2. G2Point (1024 bits, 128 bytes):
- Represents a point on the extension field with:
- x[0], x[1] (each 256 bits, 32 bytes).
- y[0], y[1] (each 256 bits, 32 bytes).
3. VerifyingKey (640 bytes):
- alfa1 (G1Point, 64 bytes).
- beta2 (G2Point, 128 bytes).
- gamma2 (G2Point, 128 bytes).
- delta2 (G2Point, 128 bytes).
- ic (array of G1Points, size depends on the number of public inputs + 1; each G1Point = 64 bytes).
4. SnarkProof (192 bytes):
- a (G1Point, 64 bytes).
- b (G2Point, 128 bytes).
- c (G1Point, 64 bytes).
Elliptic Curve Math
1. P1 and P2:
- P1 (512 bits, 64 bytes): Generator point for G1.
- P2 (1024 bits, 128 bytes): Generator point for G2.
2. Negate Point:
- Input: G1Point (64 bytes).
- Output: Negated G1Point (64 bytes).
3. Addition:
- Inputs: Two G1Point values (each 64 bytes).
- Output: Resultant G1Point (64 bytes).
4. Scalar Multiplication:
- Inputs: G1Point (64 bytes), scalar s (256 bits, 32 bytes).

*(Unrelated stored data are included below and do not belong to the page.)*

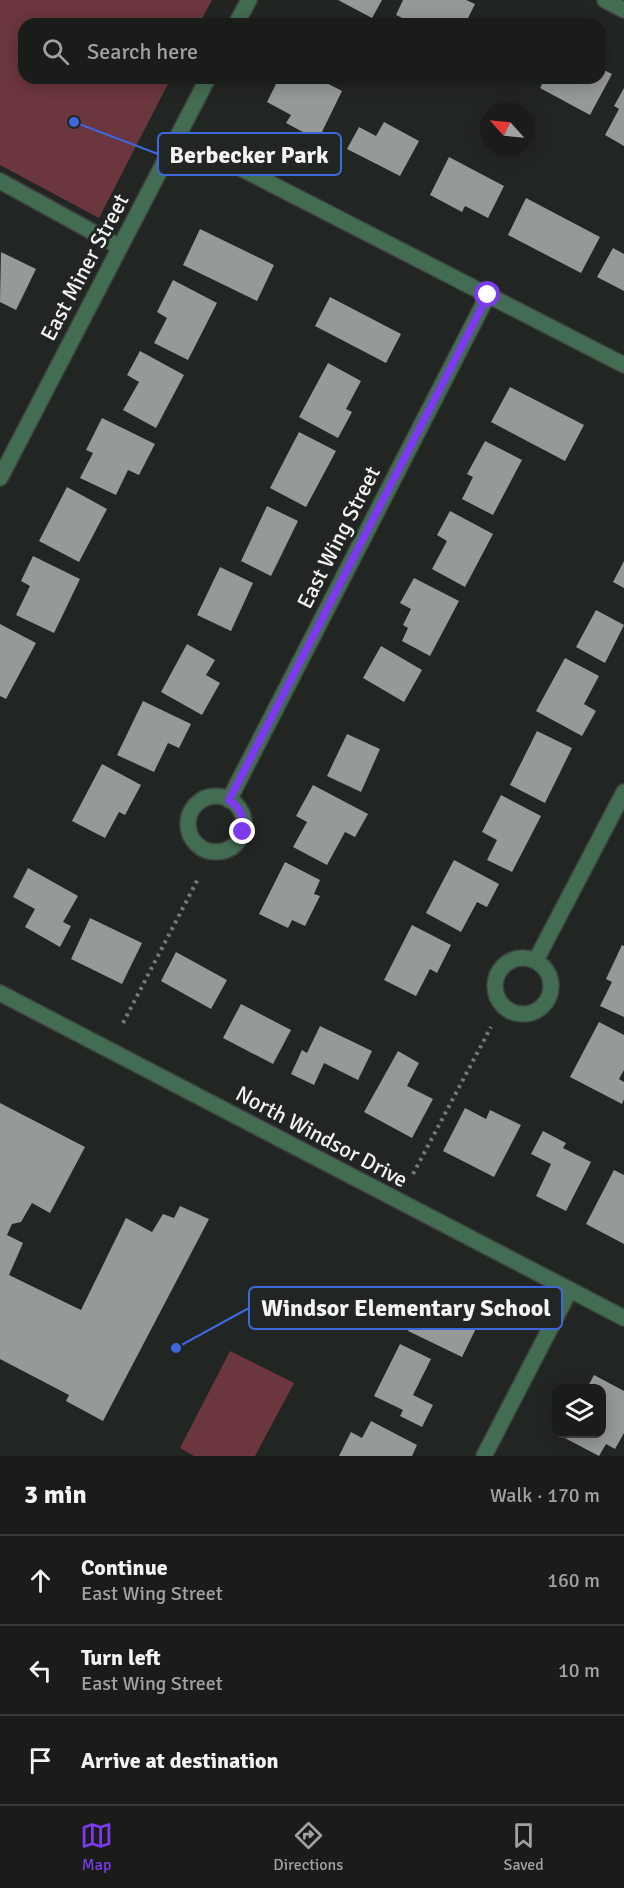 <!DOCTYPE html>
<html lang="en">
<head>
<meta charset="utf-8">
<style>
  :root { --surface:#1a1c1a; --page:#232523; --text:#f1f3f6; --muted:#9fa1a2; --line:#383a39; --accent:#7c3aed }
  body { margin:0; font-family:Signika,sans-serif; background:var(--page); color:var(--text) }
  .controls { position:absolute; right:18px; bottom:18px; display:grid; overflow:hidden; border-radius:12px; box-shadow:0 3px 15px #0003 }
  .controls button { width:54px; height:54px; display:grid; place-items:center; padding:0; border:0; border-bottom:2px solid var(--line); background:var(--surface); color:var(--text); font:30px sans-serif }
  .compass { position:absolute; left:480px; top:102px; width:54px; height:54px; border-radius:50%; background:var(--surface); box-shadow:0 3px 15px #0003; rotate:297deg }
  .stop { position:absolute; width:18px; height:18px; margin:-14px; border:4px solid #7c3aed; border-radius:50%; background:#fff }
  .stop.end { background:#7c3aed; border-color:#fff; box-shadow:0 2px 6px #0008 }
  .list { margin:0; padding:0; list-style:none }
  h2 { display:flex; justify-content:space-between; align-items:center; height:78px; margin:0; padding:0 24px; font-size:26px }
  h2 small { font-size:20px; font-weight:400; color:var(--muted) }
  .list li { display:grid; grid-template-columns:39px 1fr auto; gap:18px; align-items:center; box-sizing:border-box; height:90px; padding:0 24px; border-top:2px solid var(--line) }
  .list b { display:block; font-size:22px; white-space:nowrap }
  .list p { margin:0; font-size:20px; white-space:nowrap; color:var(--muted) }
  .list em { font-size:20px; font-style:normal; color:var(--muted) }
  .icon { flex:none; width:33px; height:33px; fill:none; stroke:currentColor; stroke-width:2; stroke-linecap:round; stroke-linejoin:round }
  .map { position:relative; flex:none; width:624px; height:1456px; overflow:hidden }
  .search { position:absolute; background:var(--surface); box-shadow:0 3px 15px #0003; left:18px; right:18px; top:18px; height:66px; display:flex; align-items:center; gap:15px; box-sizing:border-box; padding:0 21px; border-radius:18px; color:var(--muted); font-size:22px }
  .sheet { height:348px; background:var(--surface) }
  nav { display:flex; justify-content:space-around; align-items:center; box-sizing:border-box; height:84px; border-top:2px solid var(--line); background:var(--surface); font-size:16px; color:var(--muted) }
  nav a { display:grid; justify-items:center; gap:3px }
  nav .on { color:var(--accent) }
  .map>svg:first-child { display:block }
  .green { fill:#6b363d }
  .building { fill:#959a96 }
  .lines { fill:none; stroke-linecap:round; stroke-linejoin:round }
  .street-casing { stroke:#3f4340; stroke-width:18 }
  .path { stroke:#767a77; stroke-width:4; stroke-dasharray:3 4.5; stroke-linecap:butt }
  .street { stroke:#426d52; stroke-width:15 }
  .route { stroke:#7c3aed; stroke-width:8 }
  .labels { text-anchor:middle; stroke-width:6; stroke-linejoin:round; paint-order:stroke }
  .street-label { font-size:22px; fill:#f1f4f2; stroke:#222623 }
  .leader { fill:none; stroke:#3d67dc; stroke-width:2 }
  .callout-dot { fill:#3d67dc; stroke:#222623; stroke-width:2 }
  .callout { fill:#222623; stroke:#3d67dc; stroke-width:2 }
  .callout-label { font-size:24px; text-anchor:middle; font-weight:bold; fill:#f1f4f2 }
</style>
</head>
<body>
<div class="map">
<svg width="624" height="1456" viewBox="0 0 624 1456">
  <rect width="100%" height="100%" fill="#222623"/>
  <path class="green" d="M0,0h212l-13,24h-175v54h147l-72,140 -99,-53z
    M230,1351l64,32 -39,73h-61l-14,-8z"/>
  <path class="building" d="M338,0h44l-10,18z
    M403,0h63l9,4 -10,20h-50l-19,-9z
    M600,68l12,6 -22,41 -50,-27 5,-10h55z
    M279,78h38l25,13 -24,49 -32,-17 5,-8 -24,-13z
    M503,78h14l-3,6z
    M624,88v58l-19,-11 14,-26 -5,-3z
    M384,122l35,19 -19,35 -53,-27 12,-22 17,9z
    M449,157l55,29 -16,32 -23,-12 -3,6 -32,-17z
    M526,198l74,39 -19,36 -73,-38z
    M200,229l74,36 -17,36 -74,-36z
    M613,248l11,6v37l-27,-14z
    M1,252l35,17 -20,41 -16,-8z
    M173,280l44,23 -29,57 -34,-17 13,-25 -10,-6z
    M330,297l71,37 -15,29 -71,-37z
    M140,351l44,24 -28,53 -33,-18 16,-28 -12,-7z
    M328,363l33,18 -15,28 6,3 -14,26 -39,-21z
    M510,387l74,38 -19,36 -74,-39z
    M102,418l53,26 -16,31 -11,-5 -12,25 -36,-17 13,-25 -7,-3z
    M299,432l37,19 -30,56 -36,-19z
    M485,441l37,19 -29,55 -31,-16 11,-22 -6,-3z
    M67,487l40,22 -28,53 -40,-21z
    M267,506l31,15 -27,55 -30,-15z
    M450,511l43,23 -28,53 -33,-18 15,-28 -10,-6z
    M33,556l47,23 -26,54 -38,-18 14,-29 -9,-5z
    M624,561v27l-11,-6z
    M220,567l33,16 -22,48 -34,-16z
    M414,578l45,23 -29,55 -28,-15 6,-13 -5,-3 8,-16 -11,-6z
    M596,610l28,15 -19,38 -29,-16z
    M0,624l36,19 -30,56 -6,-3z
    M187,644l28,16 -9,15 14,8 -18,32 -41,-23z
    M381,646l41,24 -18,32 -41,-24z
    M565,658l34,18 -15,28 12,7 -14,25 -46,-25z
    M143,701l48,23 -12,24 -11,-5 -14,29 -37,-17z
    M537,731l35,17 -27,55 -35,-18z
    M347,734l33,15 -19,43 -34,-16z
    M102,764l39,21 -16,30 -6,-3 -14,26 -33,-17z
    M313,785l55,29 -13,23 -10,-5 -18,33 -34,-18 14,-25 -11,-6z
    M501,795l40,21 -29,56 -25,-12 10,-20 -15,-8z
    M454,860l45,24 -12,23 -10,-5 -16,30 -35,-19z
    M285,862l35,18 -6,14 6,2 -15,30 -13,-6 -4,8 -29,-14z
    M28,868l50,28 -15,26 8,4 -11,21 -35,-20 10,-18 -22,-12z
    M90,918l52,25 -20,41 -51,-25z
    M412,925l39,20 -14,28 -7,-4 -14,27 -32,-16z
    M622,945l2,1v71l-24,-11 12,-24 -6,-3z
    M176,952l51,28 -16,29 -50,-28z
    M241,1004l50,26 -18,34 -50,-26z
    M599,1022l25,13v35l-5,9 5,3v17l-2,5 -52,-27z
    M320,1026l52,25 -14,29 -34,-17 -10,22 -23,-11 11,-24 5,3z
    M398,1051l21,12 -12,23 26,13 -21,39 -48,-26z
    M0,1103l85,44 -35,66 -18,-10 -11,19 -9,2 -5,11 16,8 -14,32 72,35 45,-92 26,14 11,-18 11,4 6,-12 29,13 -106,202 -37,-20 3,-6 -69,-36z
    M465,1108l21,11 4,-9 31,15 -27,52 -51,-26z
    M543,1131l23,12 -3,5 28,14 -25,49 -30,-15 15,-32 -20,-10z
    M614,1170l10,5v69l-38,-20z
    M428,1290l54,26 -20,41 -54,-26z
    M400,1344l31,15 -18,36 20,10 -11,22 -22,-11 3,-6 -29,-14z
    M594,1375l30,16v42l-9,16 -9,-5 -7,12 -38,-20 2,-2h39v-46h-15z
    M371,1421l46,24 -5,11h-73l12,-24 11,6z"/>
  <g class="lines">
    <g class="street-casing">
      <path id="street" d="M605,0l19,10
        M236,24l13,-24
        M178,136l446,229
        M0,181l120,66
        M0,478l208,-400
        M188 824a28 28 0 1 1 56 0a28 28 0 1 1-56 0Z
        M229,800l259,-505
        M495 986a28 28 0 1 1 56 0a28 28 0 1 1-56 0Z
        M536,960l88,-168
        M0,993l624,325
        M484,1456l86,-166"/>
    </g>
    <path class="path" d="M123,1023l76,-146
      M413,1174l78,-147"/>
    <use href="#street" class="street"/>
  </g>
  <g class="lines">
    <path class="route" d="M243,832c1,-14 -2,-24 -14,-32l259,-505"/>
  </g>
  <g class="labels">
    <g class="street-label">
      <text transform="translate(84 267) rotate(-62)" y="8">East Miner Street</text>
      <text transform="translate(338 537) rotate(-63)" y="8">East Wing Street</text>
      <text transform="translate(322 1136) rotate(28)" y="8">North Windsor Drive</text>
    </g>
  </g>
  <path class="leader" d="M74 122L158 154M176 1348L249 1308"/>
  <g class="callout-dot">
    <circle cx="74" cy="122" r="6"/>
    <circle cx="176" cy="1348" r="6"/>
  </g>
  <g class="callout">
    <rect x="158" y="133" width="183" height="42" rx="6"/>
    <rect x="249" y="1287" width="313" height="42" rx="6"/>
  </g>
  <g class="callout-label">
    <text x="249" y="163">Berbecker Park</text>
    <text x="406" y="1316">Windsor Elementary School</text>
  </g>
</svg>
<div class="controls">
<button><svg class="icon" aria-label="layers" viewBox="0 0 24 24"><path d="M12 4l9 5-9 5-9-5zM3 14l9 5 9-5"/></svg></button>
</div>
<svg class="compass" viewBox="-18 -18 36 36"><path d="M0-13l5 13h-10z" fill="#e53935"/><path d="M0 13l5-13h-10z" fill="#9fa1a2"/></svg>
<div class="stop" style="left:488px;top:295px"></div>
<div class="stop end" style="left:243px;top:832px"></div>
<div class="search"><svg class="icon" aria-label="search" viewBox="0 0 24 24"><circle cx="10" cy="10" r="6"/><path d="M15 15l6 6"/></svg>Search here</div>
</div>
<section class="sheet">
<h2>3 min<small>Walk · 170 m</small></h2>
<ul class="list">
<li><svg class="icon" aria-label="ahead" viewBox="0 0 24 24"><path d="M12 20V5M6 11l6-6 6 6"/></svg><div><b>Continue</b><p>East Wing Street</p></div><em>160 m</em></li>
<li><svg class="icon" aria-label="left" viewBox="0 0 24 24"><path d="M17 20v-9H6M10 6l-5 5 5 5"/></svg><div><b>Turn left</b><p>East Wing Street</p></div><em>10 m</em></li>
<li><svg class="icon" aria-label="arrive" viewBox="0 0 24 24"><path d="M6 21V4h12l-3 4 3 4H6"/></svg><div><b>Arrive at destination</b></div></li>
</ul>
</section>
<nav>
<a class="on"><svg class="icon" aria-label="map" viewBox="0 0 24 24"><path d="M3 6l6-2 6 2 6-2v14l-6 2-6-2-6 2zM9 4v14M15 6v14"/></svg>Map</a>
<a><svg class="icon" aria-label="directions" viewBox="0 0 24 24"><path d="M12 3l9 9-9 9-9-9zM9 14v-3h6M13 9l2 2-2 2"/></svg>Directions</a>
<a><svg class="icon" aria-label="saved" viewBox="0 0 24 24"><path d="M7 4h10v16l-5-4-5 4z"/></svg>Saved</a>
</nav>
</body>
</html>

- Output: Scaled G1Point (64 bytes).
5. Pairing:
- Inputs: Arrays of G1Point and G2Point (each G1Point = 64 bytes, each G2Point = 128 bytes).
- Output: Boolean (1 byte).
6. Pairing Check:
- Input: Four pairs of G1Point and G2Point (4 x 64 bytes + 4 x 128 bytes = 768 bytes).
- Output: Boolean (1 byte).
Verification Logic (logic that will be supported directly by L1)
1. Verify Function:
- Inputs:
- vk (Verification Key, 640 bytes).
- input (Array of public inputs, each 256 bits, 32 bytes; total size = number of inputs × 32 bytes).
- proof (SNARK proof, 192 bytes).
- Steps:
1. Input Validation:
- Ensure input.length + 1 == vk.ic.length.
- Ensure all input[i] values are less than FIELD_SIZE (256 bits, 32 bytes).
2. Compute vk_x:
- Start with vk_x as G1Point (0, 0) (64 bytes).
- For each public input:
- Scale vk.ic[i + 1] (64 bytes) by input[i] (32 bytes) using scalar_mul.
- Add the result to vk_x (64 bytes) using addition.
- Add vk.ic[0] (64 bytes) to finalize vk_x.
3. Pairing Check:
- Use pairingProd4 (extended pairing function for 4 arguments) to verify the pairing:
- Inputs: Negated proof a (64 bytes), proof b (128 bytes), vk.alfa1 (64 bytes), vk.beta2 (128 bytes), vk_x (64 bytes), vk.gamma2 (128 bytes), proof c (64 bytes), and vk.delta2 (128 bytes).
- Output: Boolean (1 byte).
- Output:
- Returns true (1 byte) if the proof is valid, false (1 byte) otherwise.
Summary of Sizes
1. Key Sizes:
- Verification Key: 640 bytes. (example for 2 public inputs)
- Public Inputs: Each 256 bits, 32 bytes.
- SNARK Proof: 192 bytes.
2. Operations:
- Addition (G1Point): Input = 64 bytes × 2, Output = 64 bytes.
- Scalar Multiplication (G1Point): Input = 64 bytes + 32 bytes, Output = 64 bytes.
- Pairing Check: Input = 768 bytes, Output = 1 byte.